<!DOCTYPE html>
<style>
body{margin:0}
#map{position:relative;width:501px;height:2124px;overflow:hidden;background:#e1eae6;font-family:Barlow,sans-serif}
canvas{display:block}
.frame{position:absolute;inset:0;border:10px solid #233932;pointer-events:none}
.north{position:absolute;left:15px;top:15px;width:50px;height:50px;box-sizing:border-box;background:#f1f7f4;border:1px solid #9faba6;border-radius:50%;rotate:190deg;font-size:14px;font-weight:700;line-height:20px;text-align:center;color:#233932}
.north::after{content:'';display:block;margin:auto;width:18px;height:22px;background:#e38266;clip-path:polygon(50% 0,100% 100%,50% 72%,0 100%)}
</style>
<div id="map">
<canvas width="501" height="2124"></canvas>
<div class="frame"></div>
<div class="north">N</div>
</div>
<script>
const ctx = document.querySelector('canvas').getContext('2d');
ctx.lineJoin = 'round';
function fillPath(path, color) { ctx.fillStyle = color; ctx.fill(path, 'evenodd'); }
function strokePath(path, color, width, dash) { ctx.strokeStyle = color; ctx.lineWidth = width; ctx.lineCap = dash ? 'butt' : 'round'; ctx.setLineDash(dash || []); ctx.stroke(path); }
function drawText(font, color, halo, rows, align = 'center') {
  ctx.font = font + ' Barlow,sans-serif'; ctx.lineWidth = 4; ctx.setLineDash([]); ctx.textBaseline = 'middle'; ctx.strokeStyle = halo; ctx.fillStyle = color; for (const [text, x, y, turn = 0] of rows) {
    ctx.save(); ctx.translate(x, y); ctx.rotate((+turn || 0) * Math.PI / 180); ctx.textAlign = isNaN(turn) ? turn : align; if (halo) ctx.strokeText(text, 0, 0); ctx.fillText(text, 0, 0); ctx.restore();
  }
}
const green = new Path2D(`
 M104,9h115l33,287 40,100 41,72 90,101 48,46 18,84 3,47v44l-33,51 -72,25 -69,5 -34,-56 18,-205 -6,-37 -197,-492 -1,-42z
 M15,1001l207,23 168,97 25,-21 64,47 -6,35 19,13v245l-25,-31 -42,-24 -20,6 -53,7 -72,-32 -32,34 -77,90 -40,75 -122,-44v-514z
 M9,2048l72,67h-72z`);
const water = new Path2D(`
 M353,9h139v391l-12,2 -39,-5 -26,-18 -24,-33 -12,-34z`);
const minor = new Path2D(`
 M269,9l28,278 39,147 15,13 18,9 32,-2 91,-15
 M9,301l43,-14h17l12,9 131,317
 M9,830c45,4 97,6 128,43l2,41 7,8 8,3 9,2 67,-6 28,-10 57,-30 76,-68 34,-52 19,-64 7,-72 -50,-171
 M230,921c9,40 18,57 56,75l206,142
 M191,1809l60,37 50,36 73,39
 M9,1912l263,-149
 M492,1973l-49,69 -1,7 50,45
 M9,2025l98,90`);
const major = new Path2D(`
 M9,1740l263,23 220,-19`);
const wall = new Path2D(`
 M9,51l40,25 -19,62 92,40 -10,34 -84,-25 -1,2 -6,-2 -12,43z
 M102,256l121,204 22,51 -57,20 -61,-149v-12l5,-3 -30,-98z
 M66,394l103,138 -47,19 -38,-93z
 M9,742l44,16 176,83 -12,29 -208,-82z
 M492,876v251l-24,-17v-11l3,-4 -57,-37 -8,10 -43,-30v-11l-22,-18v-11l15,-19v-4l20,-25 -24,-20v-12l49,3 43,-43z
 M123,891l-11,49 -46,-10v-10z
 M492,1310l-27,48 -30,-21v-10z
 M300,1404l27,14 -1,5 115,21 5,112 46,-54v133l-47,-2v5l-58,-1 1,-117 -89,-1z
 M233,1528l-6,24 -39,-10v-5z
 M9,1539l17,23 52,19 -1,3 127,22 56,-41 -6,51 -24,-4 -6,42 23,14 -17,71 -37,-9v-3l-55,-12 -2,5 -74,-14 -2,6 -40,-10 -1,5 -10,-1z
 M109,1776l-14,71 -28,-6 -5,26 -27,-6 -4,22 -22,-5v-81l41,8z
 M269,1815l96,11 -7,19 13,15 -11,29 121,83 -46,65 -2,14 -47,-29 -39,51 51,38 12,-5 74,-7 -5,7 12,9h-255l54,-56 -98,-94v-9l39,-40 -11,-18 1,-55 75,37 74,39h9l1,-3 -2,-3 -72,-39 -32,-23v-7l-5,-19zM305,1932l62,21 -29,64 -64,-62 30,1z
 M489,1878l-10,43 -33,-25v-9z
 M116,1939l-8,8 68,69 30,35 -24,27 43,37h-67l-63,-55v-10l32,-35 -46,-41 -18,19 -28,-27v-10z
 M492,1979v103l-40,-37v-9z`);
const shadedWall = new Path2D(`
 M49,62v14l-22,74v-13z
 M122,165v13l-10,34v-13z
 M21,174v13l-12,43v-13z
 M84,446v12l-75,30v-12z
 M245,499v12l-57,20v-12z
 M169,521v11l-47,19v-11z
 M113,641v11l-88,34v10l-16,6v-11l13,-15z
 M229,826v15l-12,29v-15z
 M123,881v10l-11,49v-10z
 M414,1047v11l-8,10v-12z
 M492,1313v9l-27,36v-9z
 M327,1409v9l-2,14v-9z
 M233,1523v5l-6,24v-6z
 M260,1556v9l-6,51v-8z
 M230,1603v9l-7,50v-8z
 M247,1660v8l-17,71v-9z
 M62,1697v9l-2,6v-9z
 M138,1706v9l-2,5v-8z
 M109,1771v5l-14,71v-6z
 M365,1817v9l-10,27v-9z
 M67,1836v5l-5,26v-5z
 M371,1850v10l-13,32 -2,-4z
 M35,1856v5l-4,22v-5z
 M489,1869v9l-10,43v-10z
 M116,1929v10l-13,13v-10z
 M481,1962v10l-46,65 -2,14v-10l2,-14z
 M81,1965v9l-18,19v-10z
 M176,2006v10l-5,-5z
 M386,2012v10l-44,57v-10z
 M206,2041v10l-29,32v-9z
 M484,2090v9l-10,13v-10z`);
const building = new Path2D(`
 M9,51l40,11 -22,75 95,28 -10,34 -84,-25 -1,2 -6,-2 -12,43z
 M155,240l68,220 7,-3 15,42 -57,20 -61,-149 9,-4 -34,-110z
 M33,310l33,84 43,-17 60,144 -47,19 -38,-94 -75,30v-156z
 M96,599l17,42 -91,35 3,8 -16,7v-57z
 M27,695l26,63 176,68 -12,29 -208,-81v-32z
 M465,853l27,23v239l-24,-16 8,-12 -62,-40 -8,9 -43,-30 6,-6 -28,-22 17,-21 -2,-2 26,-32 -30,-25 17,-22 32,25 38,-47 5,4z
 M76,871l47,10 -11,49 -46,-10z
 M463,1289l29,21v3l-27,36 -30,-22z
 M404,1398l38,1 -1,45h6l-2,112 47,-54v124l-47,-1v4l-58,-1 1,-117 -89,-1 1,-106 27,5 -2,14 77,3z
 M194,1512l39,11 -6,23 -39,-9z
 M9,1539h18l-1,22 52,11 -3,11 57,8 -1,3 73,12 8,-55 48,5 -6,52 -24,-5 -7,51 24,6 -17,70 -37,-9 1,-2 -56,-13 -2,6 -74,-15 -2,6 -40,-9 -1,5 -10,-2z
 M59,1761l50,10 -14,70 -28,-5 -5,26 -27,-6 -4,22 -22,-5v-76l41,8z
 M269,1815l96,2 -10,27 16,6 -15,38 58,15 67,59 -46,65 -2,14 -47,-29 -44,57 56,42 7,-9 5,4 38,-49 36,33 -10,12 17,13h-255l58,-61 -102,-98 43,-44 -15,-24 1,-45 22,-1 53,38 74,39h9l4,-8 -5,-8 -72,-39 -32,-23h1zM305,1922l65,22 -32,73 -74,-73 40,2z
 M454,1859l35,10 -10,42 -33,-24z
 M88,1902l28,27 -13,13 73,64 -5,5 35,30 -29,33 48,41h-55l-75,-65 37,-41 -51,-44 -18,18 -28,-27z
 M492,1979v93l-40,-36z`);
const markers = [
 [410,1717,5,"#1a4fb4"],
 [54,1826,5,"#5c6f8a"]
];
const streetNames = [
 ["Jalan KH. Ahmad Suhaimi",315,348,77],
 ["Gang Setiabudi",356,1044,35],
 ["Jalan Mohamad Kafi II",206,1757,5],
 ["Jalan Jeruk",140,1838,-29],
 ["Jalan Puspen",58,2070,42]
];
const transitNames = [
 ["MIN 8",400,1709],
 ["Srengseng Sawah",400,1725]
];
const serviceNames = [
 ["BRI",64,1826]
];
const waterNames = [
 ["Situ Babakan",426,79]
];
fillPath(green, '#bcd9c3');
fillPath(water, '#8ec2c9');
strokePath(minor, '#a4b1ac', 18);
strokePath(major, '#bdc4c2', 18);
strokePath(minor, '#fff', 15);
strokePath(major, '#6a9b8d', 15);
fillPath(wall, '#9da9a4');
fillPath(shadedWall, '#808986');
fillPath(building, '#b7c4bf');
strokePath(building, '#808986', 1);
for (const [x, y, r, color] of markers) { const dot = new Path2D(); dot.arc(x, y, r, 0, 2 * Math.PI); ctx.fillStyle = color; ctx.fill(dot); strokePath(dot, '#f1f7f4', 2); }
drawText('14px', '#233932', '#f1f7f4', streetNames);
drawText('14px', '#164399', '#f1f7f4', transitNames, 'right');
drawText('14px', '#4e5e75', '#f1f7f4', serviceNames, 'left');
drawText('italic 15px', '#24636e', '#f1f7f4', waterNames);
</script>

—————

* [Task description] Reproduce the records above exactly, from the first line through the line containing "function fillPath(path, color)", and output nothing else.

* [Your response]
<!DOCTYPE html>
<style>
body{margin:0}
#map{position:relative;width:501px;height:2124px;overflow:hidden;background:#e1eae6;font-family:Barlow,sans-serif}
canvas{display:block}
.frame{position:absolute;inset:0;border:10px solid #233932;pointer-events:none}
.north{position:absolute;left:15px;top:15px;width:50px;height:50px;box-sizing:border-box;background:#f1f7f4;border:1px solid #9faba6;border-radius:50%;rotate:190deg;font-size:14px;font-weight:700;line-height:20px;text-align:center;color:#233932}
.north::after{content:'';display:block;margin:auto;width:18px;height:22px;background:#e38266;clip-path:polygon(50% 0,100% 100%,50% 72%,0 100%)}
</style>
<div id="map">
<canvas width="501" height="2124"></canvas>
<div class="frame"></div>
<div class="north">N</div>
</div>
<script>
const ctx = document.querySelector('canvas').getContext('2d');
ctx.lineJoin = 'round';
function fillPath(path, color) { ctx.fillStyle = color; ctx.fill(path, 'evenodd'); }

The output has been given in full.